Chapman parou o carro assim que saíram de New Shore. A chuva voltara a cair e, pelo retrovisor, Sophia via o farol da cidade erguendo-se solitário contra o céu cinzento. A praia estava vazia, exceto pelos pássaros que se amontoavam sob as rochas atrás de abrigo dos pingos gelados. Batiam suas asas e estalavam seus bicos para a tempestade e o mar agitado. Sophia pensou nas vezes em que caminhara naquela areia de mãos dadas com Pietra, debaixo do sol escaldante. Em certos dias, tiravam os calçados apenas para sentir os grãos fervendo contra as solas de seus pés. Uma tarde, enquanto catavam ostras ao longo do litoral, Pietra achou uma concha imensa, maior que a palma da mão de Sophia.
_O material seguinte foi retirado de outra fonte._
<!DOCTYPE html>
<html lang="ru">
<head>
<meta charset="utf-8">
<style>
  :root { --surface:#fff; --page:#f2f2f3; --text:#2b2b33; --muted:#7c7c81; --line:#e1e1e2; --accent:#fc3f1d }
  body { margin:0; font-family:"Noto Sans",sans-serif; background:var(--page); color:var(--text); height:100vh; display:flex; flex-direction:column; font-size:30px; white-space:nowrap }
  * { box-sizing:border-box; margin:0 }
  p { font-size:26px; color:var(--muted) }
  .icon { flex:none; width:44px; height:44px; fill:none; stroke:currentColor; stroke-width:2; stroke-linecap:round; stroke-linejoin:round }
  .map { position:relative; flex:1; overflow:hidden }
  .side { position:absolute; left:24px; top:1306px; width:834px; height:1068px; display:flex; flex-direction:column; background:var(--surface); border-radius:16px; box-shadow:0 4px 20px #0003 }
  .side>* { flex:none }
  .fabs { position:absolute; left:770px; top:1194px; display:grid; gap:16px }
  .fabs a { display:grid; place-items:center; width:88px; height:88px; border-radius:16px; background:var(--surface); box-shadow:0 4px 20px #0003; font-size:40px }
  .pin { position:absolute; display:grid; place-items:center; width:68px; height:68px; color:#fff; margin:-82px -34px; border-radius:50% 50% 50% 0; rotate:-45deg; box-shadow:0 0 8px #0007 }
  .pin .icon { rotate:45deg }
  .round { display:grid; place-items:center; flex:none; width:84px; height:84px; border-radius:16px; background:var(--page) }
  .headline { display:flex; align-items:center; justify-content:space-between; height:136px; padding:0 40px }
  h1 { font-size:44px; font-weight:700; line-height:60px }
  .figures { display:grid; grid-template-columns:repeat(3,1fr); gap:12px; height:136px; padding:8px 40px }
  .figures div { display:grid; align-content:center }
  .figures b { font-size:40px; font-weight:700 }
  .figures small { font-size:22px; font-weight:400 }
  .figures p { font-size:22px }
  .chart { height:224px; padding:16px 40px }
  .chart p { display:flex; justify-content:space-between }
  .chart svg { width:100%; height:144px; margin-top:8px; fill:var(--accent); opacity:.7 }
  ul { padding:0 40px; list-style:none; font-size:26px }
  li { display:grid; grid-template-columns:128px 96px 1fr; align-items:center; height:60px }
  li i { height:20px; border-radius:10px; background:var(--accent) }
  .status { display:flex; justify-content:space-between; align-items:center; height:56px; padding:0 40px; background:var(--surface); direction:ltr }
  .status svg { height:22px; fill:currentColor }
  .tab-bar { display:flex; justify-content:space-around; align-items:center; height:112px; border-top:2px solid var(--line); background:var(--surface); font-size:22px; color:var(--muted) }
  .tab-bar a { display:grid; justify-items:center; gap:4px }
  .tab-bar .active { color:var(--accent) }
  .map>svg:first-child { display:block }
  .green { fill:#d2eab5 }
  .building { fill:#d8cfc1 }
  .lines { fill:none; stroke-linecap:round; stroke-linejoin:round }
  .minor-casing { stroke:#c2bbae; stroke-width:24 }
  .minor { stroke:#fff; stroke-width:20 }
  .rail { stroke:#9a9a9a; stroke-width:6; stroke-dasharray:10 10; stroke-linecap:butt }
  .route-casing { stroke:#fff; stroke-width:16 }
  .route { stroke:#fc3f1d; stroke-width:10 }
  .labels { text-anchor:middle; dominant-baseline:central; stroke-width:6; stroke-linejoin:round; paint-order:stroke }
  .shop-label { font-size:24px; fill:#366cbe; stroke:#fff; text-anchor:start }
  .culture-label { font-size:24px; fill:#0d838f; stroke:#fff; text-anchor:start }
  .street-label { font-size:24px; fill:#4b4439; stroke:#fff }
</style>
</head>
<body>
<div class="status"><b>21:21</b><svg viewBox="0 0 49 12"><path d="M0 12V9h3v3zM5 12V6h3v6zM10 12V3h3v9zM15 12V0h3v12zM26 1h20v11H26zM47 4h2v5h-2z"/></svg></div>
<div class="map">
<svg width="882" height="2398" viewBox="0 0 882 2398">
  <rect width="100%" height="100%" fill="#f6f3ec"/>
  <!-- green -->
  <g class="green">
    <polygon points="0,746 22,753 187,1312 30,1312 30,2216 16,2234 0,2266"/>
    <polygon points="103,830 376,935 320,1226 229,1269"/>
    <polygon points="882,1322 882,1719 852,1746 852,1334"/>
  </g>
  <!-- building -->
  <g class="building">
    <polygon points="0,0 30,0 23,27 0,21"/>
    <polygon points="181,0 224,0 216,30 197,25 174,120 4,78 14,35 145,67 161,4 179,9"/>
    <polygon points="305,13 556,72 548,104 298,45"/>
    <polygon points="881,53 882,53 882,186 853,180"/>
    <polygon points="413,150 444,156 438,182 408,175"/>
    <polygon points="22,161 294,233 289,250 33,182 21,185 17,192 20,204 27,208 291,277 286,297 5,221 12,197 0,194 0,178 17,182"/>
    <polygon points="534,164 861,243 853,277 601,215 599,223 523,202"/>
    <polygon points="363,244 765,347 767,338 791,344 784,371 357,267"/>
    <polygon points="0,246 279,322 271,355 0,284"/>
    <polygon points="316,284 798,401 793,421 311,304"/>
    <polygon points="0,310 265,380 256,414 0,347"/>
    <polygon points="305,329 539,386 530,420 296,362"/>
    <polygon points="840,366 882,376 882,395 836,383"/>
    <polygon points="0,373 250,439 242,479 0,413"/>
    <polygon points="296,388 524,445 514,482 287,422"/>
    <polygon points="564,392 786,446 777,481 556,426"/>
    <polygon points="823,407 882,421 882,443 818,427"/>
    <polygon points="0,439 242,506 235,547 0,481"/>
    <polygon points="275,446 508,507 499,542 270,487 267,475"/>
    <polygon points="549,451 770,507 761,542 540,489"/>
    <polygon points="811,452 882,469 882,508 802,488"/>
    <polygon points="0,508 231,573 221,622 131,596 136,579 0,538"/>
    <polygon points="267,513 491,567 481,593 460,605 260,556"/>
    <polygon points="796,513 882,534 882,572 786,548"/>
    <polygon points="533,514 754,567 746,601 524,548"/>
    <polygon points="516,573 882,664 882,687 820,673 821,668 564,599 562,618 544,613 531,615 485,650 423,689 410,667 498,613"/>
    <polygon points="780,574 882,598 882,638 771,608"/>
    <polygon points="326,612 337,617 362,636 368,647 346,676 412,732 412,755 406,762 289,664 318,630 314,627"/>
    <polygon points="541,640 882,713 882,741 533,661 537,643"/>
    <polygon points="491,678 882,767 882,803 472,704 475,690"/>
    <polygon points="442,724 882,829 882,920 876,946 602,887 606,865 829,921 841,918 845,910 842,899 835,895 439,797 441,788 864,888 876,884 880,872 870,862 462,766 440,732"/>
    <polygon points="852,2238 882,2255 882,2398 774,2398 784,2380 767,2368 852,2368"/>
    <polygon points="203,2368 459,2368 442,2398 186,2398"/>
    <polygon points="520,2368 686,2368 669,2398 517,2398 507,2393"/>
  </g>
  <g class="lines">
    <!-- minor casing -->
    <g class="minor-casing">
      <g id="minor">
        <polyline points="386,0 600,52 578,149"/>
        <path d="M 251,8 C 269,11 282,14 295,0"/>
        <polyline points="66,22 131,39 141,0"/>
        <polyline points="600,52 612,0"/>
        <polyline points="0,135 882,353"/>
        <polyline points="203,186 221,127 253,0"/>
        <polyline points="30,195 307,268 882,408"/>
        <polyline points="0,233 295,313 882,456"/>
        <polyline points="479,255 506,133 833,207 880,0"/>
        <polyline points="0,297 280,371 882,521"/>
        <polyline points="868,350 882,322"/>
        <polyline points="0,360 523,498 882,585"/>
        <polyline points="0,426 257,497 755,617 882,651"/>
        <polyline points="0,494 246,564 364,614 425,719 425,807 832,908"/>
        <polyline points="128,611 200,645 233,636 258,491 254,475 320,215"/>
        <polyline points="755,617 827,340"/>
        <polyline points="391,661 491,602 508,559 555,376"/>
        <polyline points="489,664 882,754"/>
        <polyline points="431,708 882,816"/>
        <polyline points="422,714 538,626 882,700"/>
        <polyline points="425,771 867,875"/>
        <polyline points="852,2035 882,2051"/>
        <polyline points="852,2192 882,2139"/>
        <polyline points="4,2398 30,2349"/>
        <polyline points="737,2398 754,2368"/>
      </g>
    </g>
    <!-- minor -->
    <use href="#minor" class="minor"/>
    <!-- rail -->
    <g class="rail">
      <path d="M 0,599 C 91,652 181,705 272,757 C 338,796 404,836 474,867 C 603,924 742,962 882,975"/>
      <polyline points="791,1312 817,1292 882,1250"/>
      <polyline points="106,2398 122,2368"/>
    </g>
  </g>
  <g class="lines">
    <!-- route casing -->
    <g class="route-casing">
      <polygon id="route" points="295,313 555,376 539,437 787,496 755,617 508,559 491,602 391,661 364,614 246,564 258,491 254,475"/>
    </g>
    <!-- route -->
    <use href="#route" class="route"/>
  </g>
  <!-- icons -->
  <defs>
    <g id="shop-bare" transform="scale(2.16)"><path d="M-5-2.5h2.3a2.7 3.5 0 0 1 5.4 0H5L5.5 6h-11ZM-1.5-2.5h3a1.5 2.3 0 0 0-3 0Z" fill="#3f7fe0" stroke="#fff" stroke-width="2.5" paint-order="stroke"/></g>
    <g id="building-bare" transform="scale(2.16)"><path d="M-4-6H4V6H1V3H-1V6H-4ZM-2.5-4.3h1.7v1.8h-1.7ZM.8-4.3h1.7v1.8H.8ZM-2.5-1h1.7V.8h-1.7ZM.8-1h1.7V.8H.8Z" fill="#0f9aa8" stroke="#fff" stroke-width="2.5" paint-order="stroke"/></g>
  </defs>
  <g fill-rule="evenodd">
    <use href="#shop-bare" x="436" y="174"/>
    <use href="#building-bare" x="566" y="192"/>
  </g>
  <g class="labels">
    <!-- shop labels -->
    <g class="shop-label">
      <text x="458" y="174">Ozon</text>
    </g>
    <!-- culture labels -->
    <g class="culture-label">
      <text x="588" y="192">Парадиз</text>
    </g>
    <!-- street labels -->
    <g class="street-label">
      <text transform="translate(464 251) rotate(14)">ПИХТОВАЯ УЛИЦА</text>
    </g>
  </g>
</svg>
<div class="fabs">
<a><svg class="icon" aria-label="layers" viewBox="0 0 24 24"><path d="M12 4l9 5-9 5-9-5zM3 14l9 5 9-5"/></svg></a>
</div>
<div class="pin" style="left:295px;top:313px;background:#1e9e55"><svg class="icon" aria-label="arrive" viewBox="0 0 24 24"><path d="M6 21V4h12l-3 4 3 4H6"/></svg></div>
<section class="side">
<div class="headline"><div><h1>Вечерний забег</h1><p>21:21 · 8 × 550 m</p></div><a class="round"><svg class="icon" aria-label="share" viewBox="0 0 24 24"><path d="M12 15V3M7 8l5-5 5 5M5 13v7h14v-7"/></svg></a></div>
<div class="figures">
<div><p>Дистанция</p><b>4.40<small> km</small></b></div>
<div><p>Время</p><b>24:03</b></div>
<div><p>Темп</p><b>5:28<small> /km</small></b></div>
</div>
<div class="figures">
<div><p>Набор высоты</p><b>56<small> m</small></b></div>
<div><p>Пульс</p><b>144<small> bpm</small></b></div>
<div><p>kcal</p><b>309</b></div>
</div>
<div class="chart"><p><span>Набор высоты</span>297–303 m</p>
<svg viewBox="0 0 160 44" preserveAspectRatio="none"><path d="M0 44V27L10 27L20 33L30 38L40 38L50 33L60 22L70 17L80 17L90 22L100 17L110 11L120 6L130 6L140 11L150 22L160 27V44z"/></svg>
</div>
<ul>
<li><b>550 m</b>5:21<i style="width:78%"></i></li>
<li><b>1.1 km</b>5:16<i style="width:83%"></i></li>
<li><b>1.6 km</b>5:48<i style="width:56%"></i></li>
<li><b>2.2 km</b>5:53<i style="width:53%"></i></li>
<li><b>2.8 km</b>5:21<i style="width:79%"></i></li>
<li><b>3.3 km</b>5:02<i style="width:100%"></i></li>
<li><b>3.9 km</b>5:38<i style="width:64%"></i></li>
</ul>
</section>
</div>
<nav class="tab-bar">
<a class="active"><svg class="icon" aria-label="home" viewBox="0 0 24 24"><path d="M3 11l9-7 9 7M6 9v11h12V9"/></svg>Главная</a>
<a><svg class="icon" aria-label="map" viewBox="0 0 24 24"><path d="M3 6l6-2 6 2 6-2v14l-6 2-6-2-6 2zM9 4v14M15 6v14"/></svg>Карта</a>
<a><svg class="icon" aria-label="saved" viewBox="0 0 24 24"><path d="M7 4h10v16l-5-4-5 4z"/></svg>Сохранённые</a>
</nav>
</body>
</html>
- Olha só isso – Pietra ergueu a concha que lembrava um cone pontiagudo e arroxeado. Levou-a à orelha e sorriu.
- O quê? – perguntou Sophia. Estavam ambas de pé na areia molhada, com as ondas do mar batendo em seus calcanhares.
- Dá para ouvir a voz do oceano – os olhos de Pietra brilhavam e ela pressionava a concha contra o ouvido. – Aqui, escuta.
Pietra aproximou a concha do ouvido de Sophia, que arregalou os olhos diante do som que saía dela. Era como se aquele cone pontudo tivesse engolido o mar. De seu estômago vinha o barulho de vento soprando, ondas batendo, e Sophia podia jurar ter escutado uma gaivota gritar. Afastou o rosto, assustada.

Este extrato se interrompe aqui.